◆ **Aim of the exercise**
Return every record below exactly as written, but leave out the pictures.

= = = = =

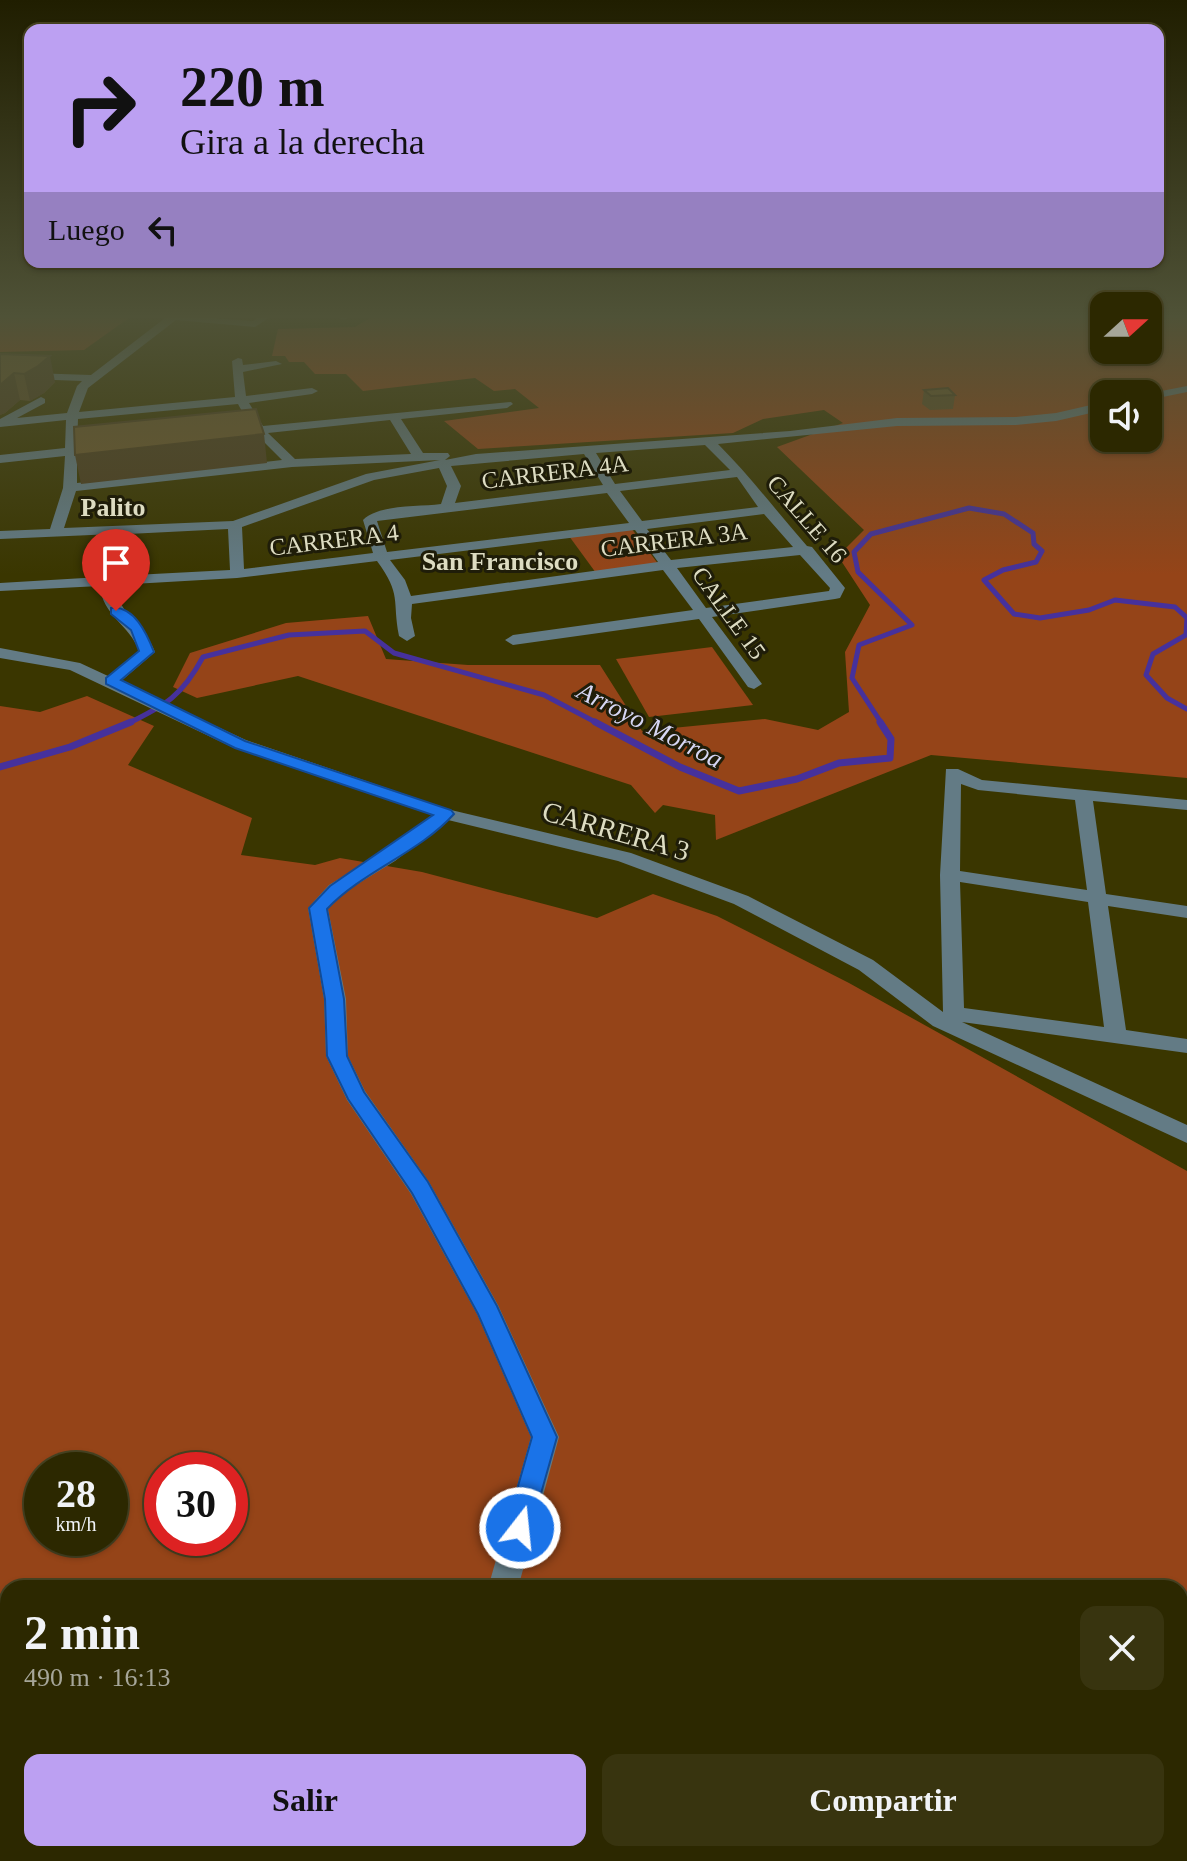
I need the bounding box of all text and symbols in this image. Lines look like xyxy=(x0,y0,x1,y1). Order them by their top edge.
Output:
icon: right xyxy=(48,56,152,160)
text: 220 m xyxy=(180,56,325,118)
text: Gira a la derecha xyxy=(180,122,425,162)
icon: left xyxy=(141,208,185,252)
text: Luego xyxy=(48,213,125,246)
north arrow xyxy=(1090,292,1162,364)
map controls xyxy=(1090,292,1162,452)
button: sound xyxy=(1090,380,1162,452)
street label: CARRERA 4A xyxy=(480,450,630,494)
street label: CALLE 16 xyxy=(762,470,852,568)
district label: Palito xyxy=(81,493,146,522)
street label: CARRERA 3A xyxy=(599,518,749,562)
street label: CARRERA 4 xyxy=(268,519,400,561)
pin xyxy=(82,529,150,611)
icon: arrive xyxy=(94,541,138,585)
district label: San Francisco xyxy=(422,547,578,576)
street label: CALLE 15 xyxy=(687,562,771,664)
water label: Arroyo Morroa xyxy=(571,675,727,774)
street label: CARRERA 3 xyxy=(539,795,693,867)
speed limit sign: 30 xyxy=(144,1452,248,1556)
text: 28 xyxy=(56,1471,96,1516)
position arrow xyxy=(478,1486,562,1570)
text: km/h xyxy=(55,1513,97,1535)
text: 2 min xyxy=(24,1606,140,1659)
button: close xyxy=(1080,1606,1164,1690)
text: 490 m · 16:13 xyxy=(24,1663,171,1692)
button: Salir xyxy=(24,1754,586,1846)
button: Compartir xyxy=(602,1754,1164,1846)

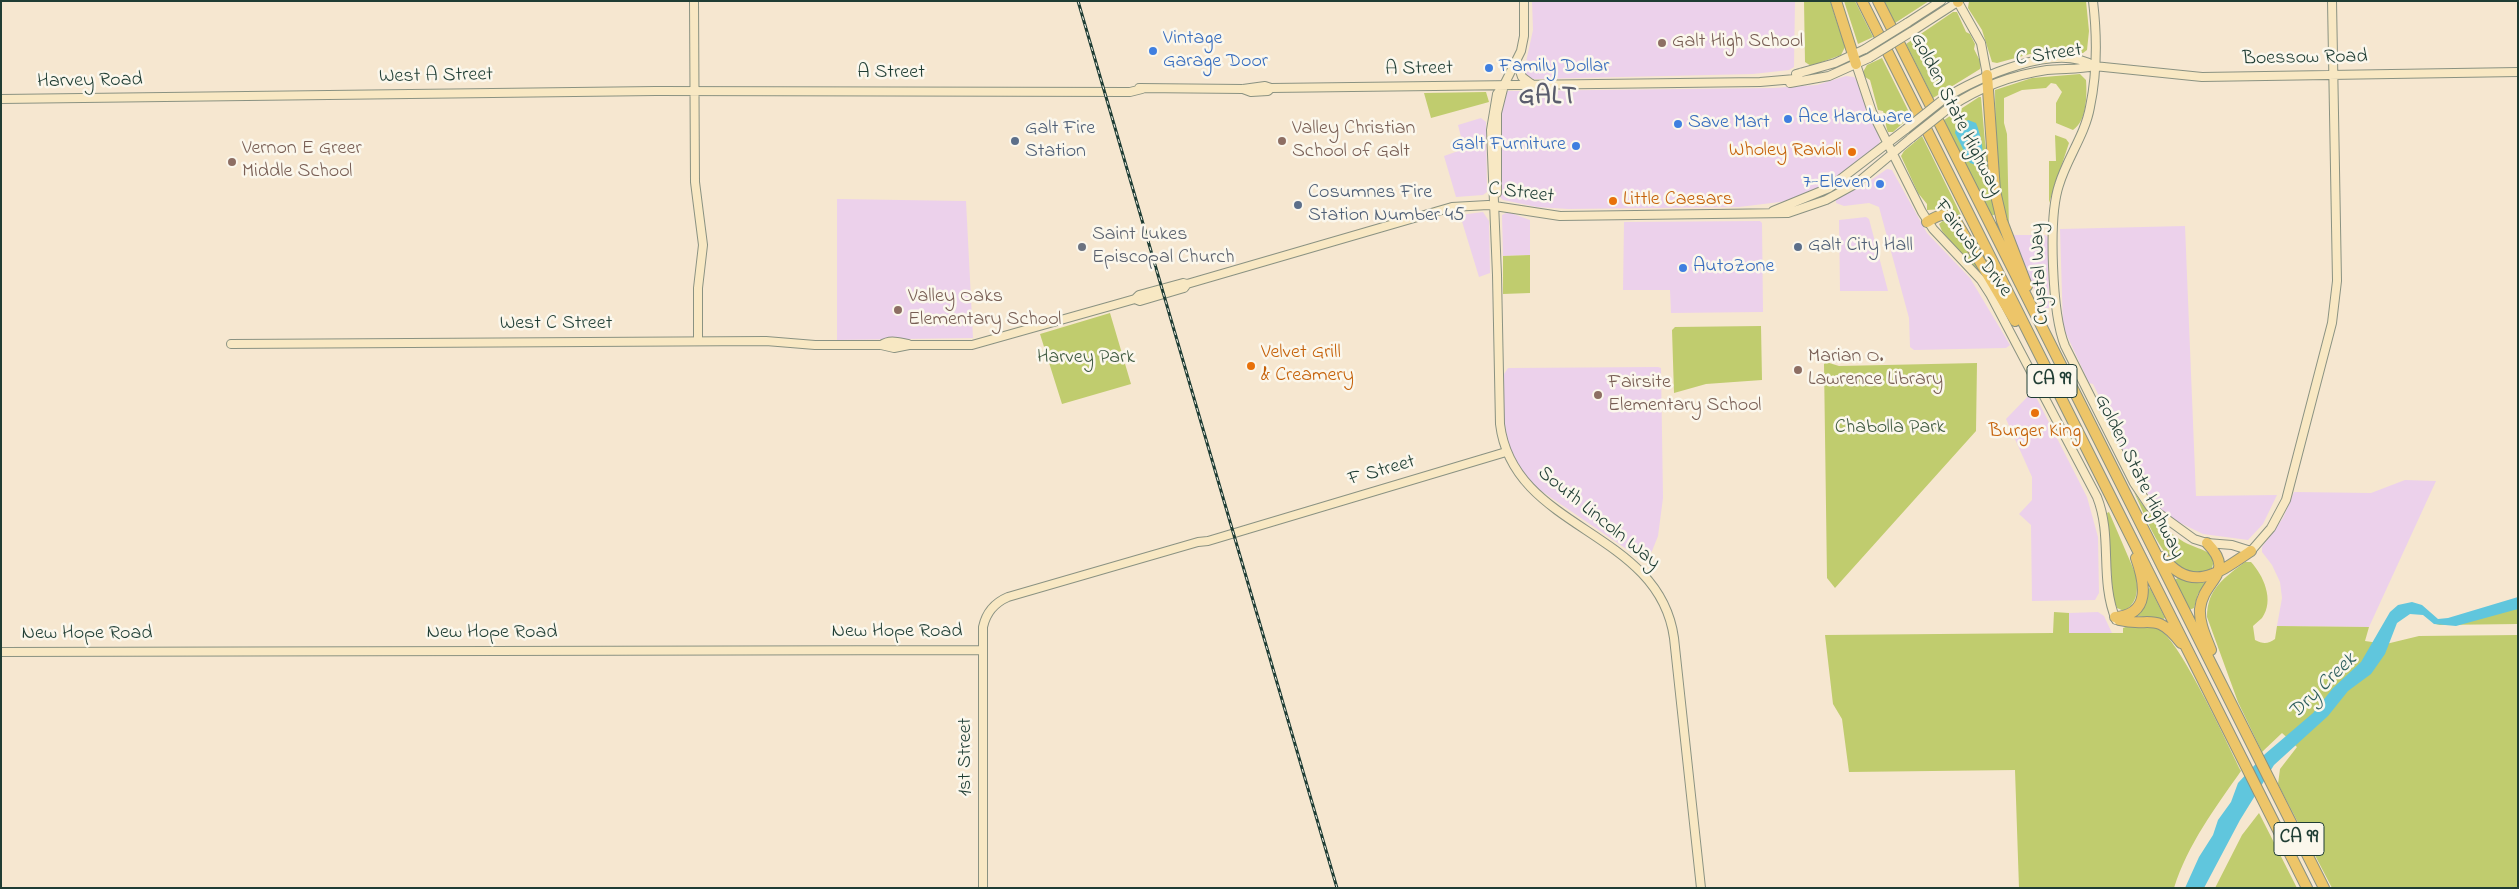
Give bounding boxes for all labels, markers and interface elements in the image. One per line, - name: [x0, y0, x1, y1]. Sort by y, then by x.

= = = = =

◆ **The answer**
I need the bounding box of all text and symbols in this image. Lines look like xyxy=(x0,y0,x1,y1). Order them by their top edge.
Output:
icon: right xyxy=(48,56,152,160)
text: 220 m xyxy=(180,56,325,118)
text: Gira a la derecha xyxy=(180,122,425,162)
icon: left xyxy=(141,208,185,252)
text: Luego xyxy=(48,213,125,246)
north arrow xyxy=(1090,292,1162,364)
map controls xyxy=(1090,292,1162,452)
button: sound xyxy=(1090,380,1162,452)
street label: CARRERA 4A xyxy=(480,450,630,494)
street label: CALLE 16 xyxy=(762,470,852,568)
district label: Palito xyxy=(81,493,146,522)
street label: CARRERA 3A xyxy=(599,518,749,562)
street label: CARRERA 4 xyxy=(268,519,400,561)
pin xyxy=(82,529,150,611)
icon: arrive xyxy=(94,541,138,585)
district label: San Francisco xyxy=(422,547,578,576)
street label: CALLE 15 xyxy=(687,562,771,664)
water label: Arroyo Morroa xyxy=(571,675,727,774)
street label: CARRERA 3 xyxy=(539,795,693,867)
speed limit sign: 30 xyxy=(144,1452,248,1556)
text: 28 xyxy=(56,1471,96,1516)
position arrow xyxy=(478,1486,562,1570)
text: km/h xyxy=(55,1513,97,1535)
text: 2 min xyxy=(24,1606,140,1659)
button: close xyxy=(1080,1606,1164,1690)
text: 490 m · 16:13 xyxy=(24,1663,171,1692)
button: Salir xyxy=(24,1754,586,1846)
button: Compartir xyxy=(602,1754,1164,1846)

Give bounding boxes for all labels, markers and interface elements in the image. One per line, - name: [x0, y0, x1, y1]. Sort by y, then by x.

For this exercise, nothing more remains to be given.